Piano Concerto No 2 was one of Sergei Sergeyevich Prokofiev’s favourite works. The composer first performed it at the end of the summer season in 1913 in Pavlovsk (when it was conducted by Alexander Aslanov). The premiere was accompanied by a “glorious” scandal: Prokofiev was labelled as both a cubist and a futurist. And he immediately composed a “cubist-futurist” and incredibly complex piano concerto as his calling card: he performed it in London for Diaghilev when they first met, and he selected it for his official debut in Rome in 1915. When Prokofiev emigrated, the score remained in Russia (and has never been found to this day). In 1923 the composer revived it and soon had the concerto published.

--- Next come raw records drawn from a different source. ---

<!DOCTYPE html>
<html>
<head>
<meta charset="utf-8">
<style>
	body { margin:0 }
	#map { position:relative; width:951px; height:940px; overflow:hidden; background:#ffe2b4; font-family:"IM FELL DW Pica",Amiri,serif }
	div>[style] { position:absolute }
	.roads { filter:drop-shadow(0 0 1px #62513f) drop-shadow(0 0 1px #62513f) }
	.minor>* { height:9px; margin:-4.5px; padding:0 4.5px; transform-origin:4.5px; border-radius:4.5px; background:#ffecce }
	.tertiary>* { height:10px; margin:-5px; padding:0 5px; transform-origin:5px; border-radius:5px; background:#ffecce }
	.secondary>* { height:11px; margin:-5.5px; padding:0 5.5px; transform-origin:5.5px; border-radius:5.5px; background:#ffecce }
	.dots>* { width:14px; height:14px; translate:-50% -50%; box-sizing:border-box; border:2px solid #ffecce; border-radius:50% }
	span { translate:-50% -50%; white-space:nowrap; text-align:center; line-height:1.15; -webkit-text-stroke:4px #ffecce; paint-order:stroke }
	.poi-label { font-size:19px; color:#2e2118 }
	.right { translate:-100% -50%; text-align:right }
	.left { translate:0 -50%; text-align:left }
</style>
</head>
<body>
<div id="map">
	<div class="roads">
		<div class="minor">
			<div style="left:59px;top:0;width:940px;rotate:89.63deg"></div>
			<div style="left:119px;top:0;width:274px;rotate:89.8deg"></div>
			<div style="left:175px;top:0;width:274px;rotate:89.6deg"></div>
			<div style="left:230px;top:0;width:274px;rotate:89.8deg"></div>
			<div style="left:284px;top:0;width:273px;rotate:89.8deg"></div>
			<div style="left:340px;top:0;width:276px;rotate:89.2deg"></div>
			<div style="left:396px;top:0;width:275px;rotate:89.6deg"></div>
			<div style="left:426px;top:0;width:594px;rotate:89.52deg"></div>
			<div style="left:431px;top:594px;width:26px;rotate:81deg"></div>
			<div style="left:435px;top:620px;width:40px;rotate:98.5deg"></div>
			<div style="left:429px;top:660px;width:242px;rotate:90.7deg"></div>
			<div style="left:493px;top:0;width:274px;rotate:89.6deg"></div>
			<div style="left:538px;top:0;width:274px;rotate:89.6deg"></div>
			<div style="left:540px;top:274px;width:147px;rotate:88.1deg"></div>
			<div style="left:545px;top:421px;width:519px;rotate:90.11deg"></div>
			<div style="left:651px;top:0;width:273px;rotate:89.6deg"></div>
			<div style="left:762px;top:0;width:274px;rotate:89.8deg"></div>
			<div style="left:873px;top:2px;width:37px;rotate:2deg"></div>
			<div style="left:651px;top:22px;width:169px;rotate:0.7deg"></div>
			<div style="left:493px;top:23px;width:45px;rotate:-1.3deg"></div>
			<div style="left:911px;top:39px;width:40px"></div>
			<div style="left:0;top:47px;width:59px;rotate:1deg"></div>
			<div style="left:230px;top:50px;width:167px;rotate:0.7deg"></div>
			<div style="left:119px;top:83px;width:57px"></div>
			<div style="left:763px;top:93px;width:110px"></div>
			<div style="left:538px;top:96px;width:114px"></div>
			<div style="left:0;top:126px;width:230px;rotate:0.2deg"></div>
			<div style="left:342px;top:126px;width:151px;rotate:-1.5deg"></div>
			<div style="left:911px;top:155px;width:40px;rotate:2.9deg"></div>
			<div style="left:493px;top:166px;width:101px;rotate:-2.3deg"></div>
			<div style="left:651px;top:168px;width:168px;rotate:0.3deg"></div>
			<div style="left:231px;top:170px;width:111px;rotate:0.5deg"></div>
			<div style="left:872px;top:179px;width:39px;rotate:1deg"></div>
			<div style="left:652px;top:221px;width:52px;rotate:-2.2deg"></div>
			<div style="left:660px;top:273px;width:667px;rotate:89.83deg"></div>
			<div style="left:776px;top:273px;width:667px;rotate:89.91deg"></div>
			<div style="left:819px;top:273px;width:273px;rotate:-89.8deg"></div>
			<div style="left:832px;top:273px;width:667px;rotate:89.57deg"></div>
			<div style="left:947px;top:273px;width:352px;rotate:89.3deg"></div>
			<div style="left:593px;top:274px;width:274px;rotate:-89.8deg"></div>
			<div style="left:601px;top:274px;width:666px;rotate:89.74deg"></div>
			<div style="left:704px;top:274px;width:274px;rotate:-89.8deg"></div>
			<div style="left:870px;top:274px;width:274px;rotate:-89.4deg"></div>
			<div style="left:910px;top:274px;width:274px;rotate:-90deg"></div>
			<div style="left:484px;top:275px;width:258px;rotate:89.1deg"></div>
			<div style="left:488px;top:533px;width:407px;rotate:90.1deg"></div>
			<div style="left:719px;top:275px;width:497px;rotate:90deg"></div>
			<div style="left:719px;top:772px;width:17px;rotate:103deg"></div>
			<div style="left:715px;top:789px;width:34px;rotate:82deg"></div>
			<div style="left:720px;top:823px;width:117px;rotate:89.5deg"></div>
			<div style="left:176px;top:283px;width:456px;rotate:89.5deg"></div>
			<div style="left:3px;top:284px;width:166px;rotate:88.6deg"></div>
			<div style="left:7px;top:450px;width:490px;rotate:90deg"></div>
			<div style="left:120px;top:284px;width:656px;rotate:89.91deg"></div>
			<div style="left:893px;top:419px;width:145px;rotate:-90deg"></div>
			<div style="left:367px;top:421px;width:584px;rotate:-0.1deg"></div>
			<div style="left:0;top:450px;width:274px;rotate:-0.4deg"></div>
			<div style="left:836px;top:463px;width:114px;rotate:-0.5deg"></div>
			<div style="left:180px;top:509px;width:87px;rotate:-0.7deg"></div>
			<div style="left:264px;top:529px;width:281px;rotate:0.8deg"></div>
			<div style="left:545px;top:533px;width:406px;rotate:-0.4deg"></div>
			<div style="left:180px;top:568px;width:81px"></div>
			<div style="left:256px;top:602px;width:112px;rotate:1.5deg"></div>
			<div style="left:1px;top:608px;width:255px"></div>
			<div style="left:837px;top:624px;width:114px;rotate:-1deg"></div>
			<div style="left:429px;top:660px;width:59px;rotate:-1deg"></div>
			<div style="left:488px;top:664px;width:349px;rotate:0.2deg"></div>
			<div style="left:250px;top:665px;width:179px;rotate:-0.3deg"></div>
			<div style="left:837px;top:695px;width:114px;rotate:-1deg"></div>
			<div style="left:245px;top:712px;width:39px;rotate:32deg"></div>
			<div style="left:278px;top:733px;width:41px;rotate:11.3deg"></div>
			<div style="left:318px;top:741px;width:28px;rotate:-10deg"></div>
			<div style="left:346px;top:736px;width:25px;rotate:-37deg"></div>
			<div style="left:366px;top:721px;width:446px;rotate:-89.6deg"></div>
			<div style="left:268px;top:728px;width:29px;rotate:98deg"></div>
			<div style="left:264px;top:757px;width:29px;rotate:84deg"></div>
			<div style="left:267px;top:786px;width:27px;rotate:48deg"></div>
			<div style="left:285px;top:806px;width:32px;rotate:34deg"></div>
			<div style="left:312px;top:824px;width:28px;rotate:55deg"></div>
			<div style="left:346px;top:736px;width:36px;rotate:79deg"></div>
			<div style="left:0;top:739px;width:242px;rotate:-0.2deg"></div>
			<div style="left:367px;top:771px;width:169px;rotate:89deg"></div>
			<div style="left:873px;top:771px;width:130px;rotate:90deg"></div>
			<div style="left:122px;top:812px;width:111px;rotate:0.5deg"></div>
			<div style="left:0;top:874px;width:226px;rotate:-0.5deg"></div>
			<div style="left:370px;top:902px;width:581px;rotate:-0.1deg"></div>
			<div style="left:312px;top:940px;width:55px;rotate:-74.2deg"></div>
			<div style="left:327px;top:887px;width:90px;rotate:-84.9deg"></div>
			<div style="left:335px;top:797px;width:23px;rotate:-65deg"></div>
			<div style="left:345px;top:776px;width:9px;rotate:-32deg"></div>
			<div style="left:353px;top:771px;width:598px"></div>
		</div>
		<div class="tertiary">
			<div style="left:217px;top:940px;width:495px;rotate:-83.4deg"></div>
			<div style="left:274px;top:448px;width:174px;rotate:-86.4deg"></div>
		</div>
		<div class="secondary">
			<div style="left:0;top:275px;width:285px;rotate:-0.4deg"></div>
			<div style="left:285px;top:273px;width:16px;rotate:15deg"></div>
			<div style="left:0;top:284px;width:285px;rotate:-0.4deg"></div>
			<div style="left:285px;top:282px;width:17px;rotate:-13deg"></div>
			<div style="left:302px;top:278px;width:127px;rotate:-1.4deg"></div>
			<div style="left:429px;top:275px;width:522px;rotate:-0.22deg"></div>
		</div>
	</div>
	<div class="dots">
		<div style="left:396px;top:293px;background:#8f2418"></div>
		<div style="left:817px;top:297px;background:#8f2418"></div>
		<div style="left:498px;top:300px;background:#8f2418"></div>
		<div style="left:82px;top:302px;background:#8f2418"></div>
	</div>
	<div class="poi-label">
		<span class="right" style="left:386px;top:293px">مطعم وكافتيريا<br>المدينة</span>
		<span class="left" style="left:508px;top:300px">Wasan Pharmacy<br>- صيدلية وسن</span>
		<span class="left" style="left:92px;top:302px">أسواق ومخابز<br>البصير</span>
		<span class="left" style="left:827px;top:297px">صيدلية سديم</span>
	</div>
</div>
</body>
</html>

Today it is hard to understand what could have scared away audiences in the bewitching first section. Could it be the massive cadenza of the soloist that slowly approaches its culmination, so complex that it is written over three lines (as if for three hands)? The second section, a scherzo, is one of the finest pieces in the “perpetuum mobile” genre. The piano part does not have one single pause! The start of the third section, an intermezzo, deserves the title of “futurist,” although the soloist performs a refined and fantastical theme. And the stormy, unbridled start of the finale is wisely balanced by the gentle middle section in the character of a nursery rhyme.
Anna Bulycheva

Pyotr Tchaikovsky wrote his only Violin Concerto in 1878 when he was already an acclaimed composer having written his First Piano Concerto, four symphonies and operas (including Eugene Onegin). The Violin Concerto somewhat repeated the destiny of the First Piano Concerto as it was not immediately judged as it deserved to be. Today it is difficult to imagine that a work of such power, expressiveness and beauty did not immediately find an appreciative audience or performer. Initially Tchaikovsky had decided to write the Concerto for his friend and pupil Iosif Kotek, and then because of subsequent disagreements he offered it to the renowned violinist and teacher Leopold Auer. On seeing, however, that the latter “shelved” his work he dedicated the piece to Adolph Brodsky who was the first performer of the Concerto in Russia and abroad and who met with strong resistance from other musicians and sharply negative critical comments afterwards.
For one and a half centuries the main difficulty for the performer has been the extremely virtuoso nature of the Concerto. Today the main problem lies rather in the interpretation because offering a new treatment of such a famous and frequently performed work is a task that is definitely not for the fainthearted.